# What To Do w/Cheap 400w Fog Machine? Help!



## bluebledthesea (Sep 18, 2007)

I was talking to my dad about my Halloween haunt a few weeks ago and told him I was going to add fog this year, but hadn't bought a machine yet. I wasn't asking for one, and was planning on buying a decent Chauvet in the $100-200 range with timer and no heat shut-off etc.

Well, as a favor he surprised me with a 400w fogger that he picked up for $20 or something, not knowing there were options out there for fog machine quality. Being gracious I heartily thanked him for his efforts and accepted it, but now I have no idea what to do with this thing. I have no intentions of sitting out in my backyard all night, periodically hitting the fog button in case someone drives up. I planned on setting it and forgetting it, checking the juice periodically and such.

Are there any simple improvements one can make to these things? Any suggestions on a timer or something? I considered wiring up a motion detector, but I'm pretty sure it takes too long to heat up to have some sort of instant on. I don't really want to buy their advertised wireless remote either.

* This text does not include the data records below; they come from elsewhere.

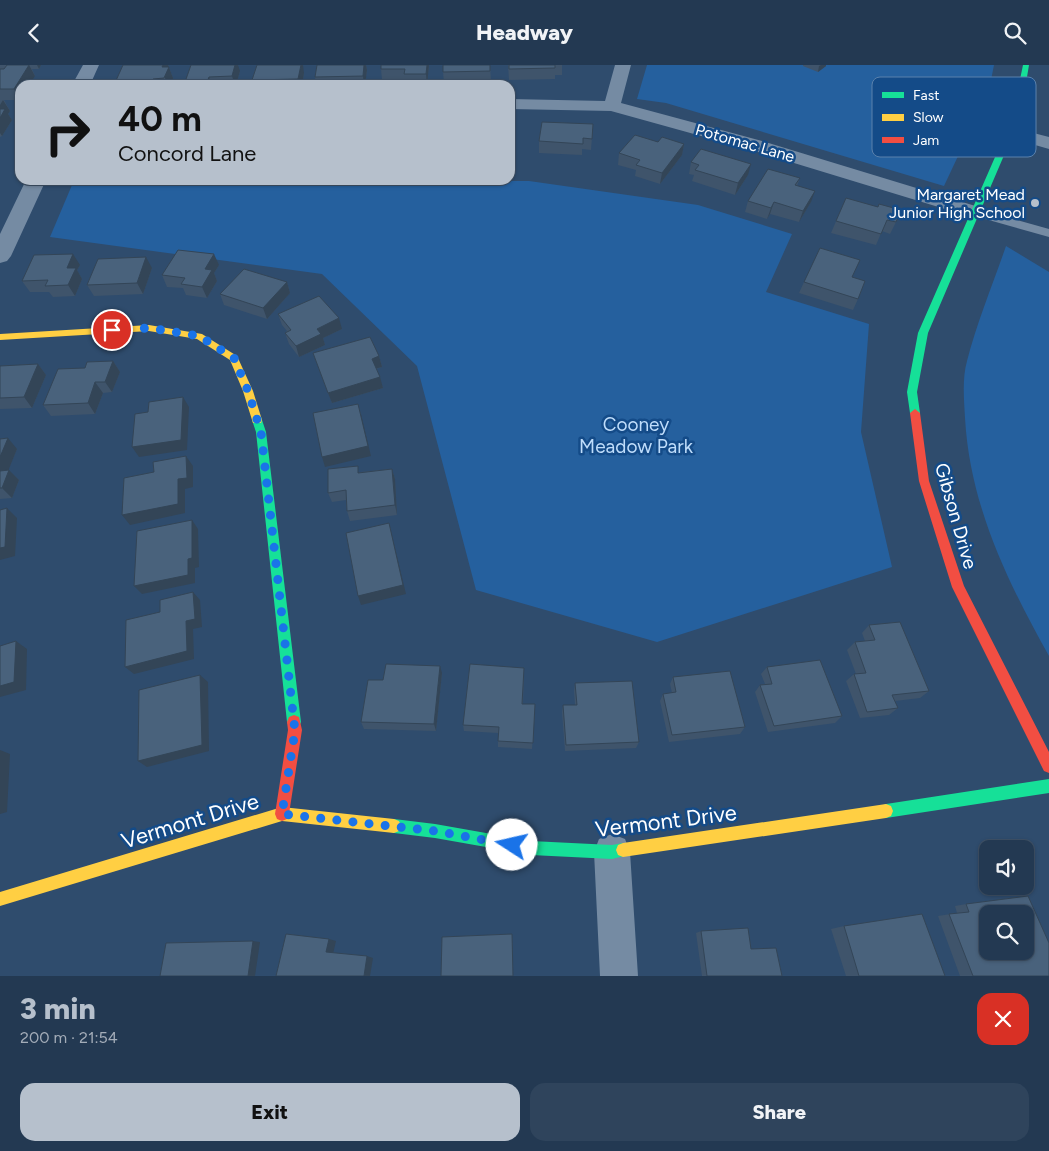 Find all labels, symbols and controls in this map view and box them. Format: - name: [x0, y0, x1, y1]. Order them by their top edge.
- icon: back: [20, 19, 48, 47]
- text: Headway: [476, 19, 573, 46]
- icon: search: [1001, 19, 1029, 47]
- legend: [872, 77, 1036, 157]
- text: Fast: [913, 87, 939, 104]
- text: 40 m: [118, 98, 202, 140]
- icon: right: [35, 100, 100, 165]
- text: Slow: [913, 109, 944, 126]
- street label: Potomac Lane: [693, 120, 797, 166]
- text: Jam: [913, 132, 939, 149]
- text: Concord Lane: [118, 140, 256, 167]
- place label: Margaret Mead Junior High School: [889, 185, 1025, 222]
- marker: Margaret Mead Junior High School: [1029, 197, 1041, 209]
- pin: [91, 309, 133, 351]
- icon: arrive: [98, 316, 126, 344]
- park label: Cooney Meadow Park: [579, 413, 694, 458]
- street label: Gibson Drive: [930, 460, 982, 572]
- street label: Vermont Drive: [118, 787, 262, 855]
- street label: Vermont Drive: [594, 799, 738, 843]
- position arrow: [485, 818, 537, 870]
- map controls: [979, 840, 1034, 960]
- button: sound: [979, 840, 1034, 895]
- button: search: [979, 905, 1034, 960]
- text: 3 min: [20, 990, 96, 1027]
- button: close: [977, 993, 1029, 1045]
- text: 200 m · 21:54: [20, 1028, 118, 1047]
- button: Exit: [20, 1083, 520, 1141]
- button: Share: [530, 1083, 1029, 1141]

Maybe I should just give this to someone else and go ahead and buy the one I wanted?


----------



## joker (Sep 25, 2007)

Check out this thread recently posted by Scotzilla Motion Sensor Switched Output Hack

Might be a way to use it without having to man it all night long.


----------



## bluebledthesea (Sep 18, 2007)

Ah, so the idea is to use the motion sensor to interrupt just the "fog" button as opposed to power to the whole unit? This could be very cool and save me a few bucks until next year if it works well enough. I will need to run some tests with the machine to see how often it cools down and what the heat up time is. If it is responsive enough I could position the sensor at the end of the driveway to be triggered by approaching cars. Thanks for the food for thought Joker!


----------



## Texan78 (Sep 25, 2008)

The 400 watt machines are really not all that great for outdoor machines. They are best used in coffins, cauldrons, TCT, MOB, etc. Mainly props where you just need effects. Hold on to it this year and use it and then get a better one next year and just use the 400 watt in a new prop. This way you have an excuse to build a prop you can use it in...LoL


----------



## Spookie (Aug 26, 2008)

Consider making a fogger chiller to add to your machine's capabilities. The infamous Vortex Fog Chiller thread on the forum is where to start. Definitely some sort of timing device is also in order. What kind of fogger did your dad pick up? In my area I've seen timers still in the stores for models from Walmart, Target, etc. for about $10. 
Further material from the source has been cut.